I mean underneath, we all are aware of having set high sites on a goal and then failed. Maybe miserably and humiliatingly.   And then we turned that failure into the lifelong drive to never feel that sting again.  We set a course toward destination Avoid Failure At All Costs, and whenever we do that we pay a high price.   From where I'm standing I think two things happen
 
we lie to ourselves  and we try to be something we can never be: a perfect human. 

We lie to ourselves because we tell ourselves being perfect is possible, which it is not.  We tell ourselves striving for perfect works to create perfection. Which it does not.

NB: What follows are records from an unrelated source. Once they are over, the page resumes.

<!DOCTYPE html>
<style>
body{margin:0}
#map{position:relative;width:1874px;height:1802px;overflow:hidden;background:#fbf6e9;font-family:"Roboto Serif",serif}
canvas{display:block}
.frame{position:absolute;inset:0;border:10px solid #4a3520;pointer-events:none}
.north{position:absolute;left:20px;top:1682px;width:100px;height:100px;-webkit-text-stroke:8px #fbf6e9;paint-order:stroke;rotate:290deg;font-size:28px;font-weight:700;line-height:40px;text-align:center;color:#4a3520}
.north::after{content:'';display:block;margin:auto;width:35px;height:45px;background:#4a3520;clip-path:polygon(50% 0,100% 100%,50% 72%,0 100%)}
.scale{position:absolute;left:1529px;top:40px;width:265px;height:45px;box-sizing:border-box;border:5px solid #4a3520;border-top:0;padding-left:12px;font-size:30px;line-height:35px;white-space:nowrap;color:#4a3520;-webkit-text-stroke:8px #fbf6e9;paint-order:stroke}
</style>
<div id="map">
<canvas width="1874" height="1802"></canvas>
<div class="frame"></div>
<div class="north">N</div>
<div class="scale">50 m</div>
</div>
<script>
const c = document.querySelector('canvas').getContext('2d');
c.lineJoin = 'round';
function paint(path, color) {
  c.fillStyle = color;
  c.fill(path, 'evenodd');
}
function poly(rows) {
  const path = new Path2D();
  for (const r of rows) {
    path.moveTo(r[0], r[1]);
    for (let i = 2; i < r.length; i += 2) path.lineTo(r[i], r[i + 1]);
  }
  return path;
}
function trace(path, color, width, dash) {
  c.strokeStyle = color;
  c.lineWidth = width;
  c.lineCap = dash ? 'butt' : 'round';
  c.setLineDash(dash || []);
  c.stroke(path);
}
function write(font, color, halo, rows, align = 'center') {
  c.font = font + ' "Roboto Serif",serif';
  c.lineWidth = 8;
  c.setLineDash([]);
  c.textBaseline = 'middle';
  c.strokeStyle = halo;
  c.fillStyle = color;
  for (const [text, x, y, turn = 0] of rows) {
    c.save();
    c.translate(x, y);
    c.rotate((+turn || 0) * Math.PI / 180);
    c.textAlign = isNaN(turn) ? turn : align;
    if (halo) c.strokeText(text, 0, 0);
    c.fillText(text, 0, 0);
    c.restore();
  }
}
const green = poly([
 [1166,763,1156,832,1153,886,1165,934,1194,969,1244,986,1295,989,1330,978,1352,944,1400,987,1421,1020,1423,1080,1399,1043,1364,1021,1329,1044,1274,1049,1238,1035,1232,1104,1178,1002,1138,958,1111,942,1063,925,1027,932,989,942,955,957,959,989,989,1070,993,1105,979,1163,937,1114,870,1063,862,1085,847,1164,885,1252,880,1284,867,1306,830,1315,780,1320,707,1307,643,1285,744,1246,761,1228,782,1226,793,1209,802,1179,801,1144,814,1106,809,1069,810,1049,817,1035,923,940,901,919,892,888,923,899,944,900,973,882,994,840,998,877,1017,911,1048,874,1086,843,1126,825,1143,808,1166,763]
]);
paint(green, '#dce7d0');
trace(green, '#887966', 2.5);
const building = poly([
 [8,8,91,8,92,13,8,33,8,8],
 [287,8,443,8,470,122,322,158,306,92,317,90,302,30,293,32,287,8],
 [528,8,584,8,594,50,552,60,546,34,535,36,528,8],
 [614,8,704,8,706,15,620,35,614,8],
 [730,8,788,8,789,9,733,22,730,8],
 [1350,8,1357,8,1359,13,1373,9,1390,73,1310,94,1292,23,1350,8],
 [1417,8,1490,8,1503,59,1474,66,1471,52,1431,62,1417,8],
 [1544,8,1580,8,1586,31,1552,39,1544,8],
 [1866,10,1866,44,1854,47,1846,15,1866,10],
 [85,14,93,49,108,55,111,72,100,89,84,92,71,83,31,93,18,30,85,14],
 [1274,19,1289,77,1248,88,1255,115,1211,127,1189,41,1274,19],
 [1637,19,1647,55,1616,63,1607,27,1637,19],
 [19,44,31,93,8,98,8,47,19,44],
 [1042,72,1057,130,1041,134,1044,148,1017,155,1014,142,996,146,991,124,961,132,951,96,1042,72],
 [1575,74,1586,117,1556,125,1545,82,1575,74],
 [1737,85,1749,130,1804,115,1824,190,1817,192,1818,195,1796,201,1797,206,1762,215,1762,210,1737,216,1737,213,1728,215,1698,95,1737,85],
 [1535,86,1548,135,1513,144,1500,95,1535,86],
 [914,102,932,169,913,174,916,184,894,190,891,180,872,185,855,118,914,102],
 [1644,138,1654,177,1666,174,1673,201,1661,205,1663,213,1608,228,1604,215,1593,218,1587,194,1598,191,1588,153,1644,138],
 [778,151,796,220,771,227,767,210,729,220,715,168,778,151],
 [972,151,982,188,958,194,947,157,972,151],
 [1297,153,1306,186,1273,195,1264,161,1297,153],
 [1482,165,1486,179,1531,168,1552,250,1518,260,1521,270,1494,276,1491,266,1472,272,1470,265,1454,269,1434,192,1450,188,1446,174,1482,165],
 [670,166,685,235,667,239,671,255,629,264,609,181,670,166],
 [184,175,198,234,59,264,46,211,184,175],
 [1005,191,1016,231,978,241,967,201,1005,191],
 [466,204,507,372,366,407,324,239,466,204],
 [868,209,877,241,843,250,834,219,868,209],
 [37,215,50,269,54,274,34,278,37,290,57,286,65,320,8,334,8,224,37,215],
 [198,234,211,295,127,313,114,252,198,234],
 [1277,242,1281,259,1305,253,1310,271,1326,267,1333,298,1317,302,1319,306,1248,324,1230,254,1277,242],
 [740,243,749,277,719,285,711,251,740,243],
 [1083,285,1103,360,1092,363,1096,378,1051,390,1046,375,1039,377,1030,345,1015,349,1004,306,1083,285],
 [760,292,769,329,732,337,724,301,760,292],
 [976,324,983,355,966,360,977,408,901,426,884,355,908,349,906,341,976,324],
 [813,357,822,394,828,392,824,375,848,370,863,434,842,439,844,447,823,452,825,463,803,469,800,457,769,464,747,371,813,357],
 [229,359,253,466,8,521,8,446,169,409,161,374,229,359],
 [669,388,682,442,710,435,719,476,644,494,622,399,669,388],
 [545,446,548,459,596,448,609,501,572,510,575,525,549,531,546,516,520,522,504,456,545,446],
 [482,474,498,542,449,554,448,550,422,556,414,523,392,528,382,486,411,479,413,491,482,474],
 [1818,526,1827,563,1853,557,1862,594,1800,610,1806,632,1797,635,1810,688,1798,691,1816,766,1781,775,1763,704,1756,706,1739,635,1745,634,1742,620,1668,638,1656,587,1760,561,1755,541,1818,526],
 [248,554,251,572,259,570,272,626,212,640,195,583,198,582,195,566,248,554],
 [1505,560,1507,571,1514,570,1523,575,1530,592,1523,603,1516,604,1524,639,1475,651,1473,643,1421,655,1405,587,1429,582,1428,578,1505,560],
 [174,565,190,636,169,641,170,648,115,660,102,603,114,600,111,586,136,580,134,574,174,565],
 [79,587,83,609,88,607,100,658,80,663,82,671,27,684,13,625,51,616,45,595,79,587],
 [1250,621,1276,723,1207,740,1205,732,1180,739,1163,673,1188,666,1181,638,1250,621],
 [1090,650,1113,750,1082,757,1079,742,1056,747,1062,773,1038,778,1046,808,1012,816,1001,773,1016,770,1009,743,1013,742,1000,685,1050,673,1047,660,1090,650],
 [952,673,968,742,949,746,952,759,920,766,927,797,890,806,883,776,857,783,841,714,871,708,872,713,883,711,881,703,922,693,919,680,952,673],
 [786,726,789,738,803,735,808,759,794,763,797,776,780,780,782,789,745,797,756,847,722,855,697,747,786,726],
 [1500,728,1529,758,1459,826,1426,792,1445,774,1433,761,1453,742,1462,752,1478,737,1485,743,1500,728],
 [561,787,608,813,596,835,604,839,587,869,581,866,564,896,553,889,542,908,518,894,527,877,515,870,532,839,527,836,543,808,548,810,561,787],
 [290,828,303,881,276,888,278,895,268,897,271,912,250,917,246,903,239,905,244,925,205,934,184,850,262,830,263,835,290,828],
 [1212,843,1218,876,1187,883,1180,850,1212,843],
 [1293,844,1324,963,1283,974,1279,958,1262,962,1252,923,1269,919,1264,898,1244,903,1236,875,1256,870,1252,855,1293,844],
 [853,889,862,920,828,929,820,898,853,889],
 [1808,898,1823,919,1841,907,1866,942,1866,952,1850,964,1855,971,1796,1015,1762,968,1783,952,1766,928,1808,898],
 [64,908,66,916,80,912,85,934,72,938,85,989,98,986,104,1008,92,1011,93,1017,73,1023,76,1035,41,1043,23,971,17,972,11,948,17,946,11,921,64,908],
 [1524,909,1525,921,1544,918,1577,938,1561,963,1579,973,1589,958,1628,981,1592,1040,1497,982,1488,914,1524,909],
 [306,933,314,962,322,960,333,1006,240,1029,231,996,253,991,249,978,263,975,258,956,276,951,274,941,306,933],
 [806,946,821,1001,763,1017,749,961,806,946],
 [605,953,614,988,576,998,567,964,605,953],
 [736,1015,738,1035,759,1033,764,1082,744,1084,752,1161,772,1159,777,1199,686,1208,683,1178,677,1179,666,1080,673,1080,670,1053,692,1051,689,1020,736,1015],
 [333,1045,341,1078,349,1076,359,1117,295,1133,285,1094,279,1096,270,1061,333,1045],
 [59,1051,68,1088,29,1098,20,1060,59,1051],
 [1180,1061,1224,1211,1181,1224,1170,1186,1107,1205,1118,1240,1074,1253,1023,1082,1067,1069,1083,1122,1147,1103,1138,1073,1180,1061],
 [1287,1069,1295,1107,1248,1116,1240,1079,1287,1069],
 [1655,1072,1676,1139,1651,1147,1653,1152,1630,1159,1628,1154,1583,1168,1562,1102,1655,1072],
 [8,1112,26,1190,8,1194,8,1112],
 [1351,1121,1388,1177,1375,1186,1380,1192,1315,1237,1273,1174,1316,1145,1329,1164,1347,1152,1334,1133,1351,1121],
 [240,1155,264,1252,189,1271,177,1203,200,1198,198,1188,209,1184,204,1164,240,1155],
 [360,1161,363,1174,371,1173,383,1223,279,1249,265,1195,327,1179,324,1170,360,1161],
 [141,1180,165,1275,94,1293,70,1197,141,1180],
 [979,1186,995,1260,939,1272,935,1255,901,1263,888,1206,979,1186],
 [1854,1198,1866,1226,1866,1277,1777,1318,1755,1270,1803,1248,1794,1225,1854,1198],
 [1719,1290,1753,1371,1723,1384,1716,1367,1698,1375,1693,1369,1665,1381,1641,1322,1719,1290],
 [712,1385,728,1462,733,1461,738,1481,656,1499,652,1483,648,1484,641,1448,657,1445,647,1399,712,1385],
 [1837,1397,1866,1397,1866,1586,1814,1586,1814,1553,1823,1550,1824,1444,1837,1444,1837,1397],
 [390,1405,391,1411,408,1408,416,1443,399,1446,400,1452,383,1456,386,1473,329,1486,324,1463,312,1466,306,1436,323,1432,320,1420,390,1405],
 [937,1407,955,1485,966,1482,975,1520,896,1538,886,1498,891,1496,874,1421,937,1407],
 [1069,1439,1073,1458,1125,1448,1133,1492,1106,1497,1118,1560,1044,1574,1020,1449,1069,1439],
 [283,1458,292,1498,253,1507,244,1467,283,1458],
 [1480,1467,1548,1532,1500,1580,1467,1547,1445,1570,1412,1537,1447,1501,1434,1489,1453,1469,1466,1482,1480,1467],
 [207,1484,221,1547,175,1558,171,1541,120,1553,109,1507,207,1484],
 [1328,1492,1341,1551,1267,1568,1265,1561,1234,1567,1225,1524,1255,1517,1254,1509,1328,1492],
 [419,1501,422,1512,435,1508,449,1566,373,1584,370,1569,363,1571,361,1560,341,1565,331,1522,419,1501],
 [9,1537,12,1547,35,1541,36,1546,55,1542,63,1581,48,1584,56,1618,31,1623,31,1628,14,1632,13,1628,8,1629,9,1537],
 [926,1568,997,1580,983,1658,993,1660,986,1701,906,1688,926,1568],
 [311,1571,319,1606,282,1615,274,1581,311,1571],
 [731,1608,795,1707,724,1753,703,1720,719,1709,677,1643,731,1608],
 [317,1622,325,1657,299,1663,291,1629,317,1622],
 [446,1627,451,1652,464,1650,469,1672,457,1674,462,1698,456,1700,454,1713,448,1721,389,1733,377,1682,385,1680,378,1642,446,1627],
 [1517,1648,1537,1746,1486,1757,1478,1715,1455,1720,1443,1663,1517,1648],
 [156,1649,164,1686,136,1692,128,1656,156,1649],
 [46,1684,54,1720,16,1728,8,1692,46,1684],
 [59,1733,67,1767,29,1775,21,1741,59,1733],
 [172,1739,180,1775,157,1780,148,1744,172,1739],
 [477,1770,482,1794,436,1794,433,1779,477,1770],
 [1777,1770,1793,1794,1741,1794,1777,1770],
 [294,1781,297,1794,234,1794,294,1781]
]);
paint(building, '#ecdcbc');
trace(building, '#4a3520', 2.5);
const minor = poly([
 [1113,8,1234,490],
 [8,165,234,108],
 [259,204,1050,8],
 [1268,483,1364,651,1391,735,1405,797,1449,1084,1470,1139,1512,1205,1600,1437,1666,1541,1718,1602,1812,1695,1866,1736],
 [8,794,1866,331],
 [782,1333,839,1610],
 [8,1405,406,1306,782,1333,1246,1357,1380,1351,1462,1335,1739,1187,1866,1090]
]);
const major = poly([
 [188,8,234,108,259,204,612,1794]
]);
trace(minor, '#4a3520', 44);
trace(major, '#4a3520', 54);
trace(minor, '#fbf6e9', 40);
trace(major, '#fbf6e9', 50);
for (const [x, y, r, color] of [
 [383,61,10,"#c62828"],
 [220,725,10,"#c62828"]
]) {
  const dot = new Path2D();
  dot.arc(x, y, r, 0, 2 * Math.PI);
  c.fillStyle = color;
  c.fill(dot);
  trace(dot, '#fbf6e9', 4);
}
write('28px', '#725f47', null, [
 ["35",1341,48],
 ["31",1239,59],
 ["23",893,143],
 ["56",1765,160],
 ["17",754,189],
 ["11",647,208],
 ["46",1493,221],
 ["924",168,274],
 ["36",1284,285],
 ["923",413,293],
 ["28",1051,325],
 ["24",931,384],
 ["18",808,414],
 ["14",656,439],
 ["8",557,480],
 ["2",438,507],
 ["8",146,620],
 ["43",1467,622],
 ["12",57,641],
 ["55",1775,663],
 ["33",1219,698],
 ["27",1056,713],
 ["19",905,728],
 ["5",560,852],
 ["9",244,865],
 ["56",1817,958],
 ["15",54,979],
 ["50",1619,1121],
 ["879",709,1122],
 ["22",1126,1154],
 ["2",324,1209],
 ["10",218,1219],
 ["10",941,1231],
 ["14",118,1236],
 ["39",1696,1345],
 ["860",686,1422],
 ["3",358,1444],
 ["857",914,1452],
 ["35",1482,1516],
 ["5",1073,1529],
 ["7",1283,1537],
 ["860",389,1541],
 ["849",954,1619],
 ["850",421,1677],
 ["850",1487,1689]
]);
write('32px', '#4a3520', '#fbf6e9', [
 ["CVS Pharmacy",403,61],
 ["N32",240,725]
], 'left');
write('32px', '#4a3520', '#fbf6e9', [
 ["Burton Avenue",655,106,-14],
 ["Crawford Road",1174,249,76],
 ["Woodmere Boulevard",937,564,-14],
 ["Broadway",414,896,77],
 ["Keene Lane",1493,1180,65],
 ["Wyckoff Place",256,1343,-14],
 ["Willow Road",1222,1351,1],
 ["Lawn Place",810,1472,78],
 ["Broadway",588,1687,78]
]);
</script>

Then we abandon ourselves.  We walk right out of our own bodies when we think that it's possible to be anything other than who we are.   

To achieve something feels good.  I made a promise to myself that every month I'd keep my accounts  up to date and every time I do that and keep my commitment, that feels good. Nothing wrong with that.  And I notice that doing what I say, and living up to what I believe doesn't require me to be perfect.  Just to live and be myself.  Maybe living as myself actually requires that I mess up - otherwise how can I even know my own preferences. 

We don't need to make what we are perfect, that is just another form of self-punishment. You can't self-punish yourself into loving yourself.  Might as well let it out - warts and all.

This week...consider rewarding yourself for doing a terrible job.   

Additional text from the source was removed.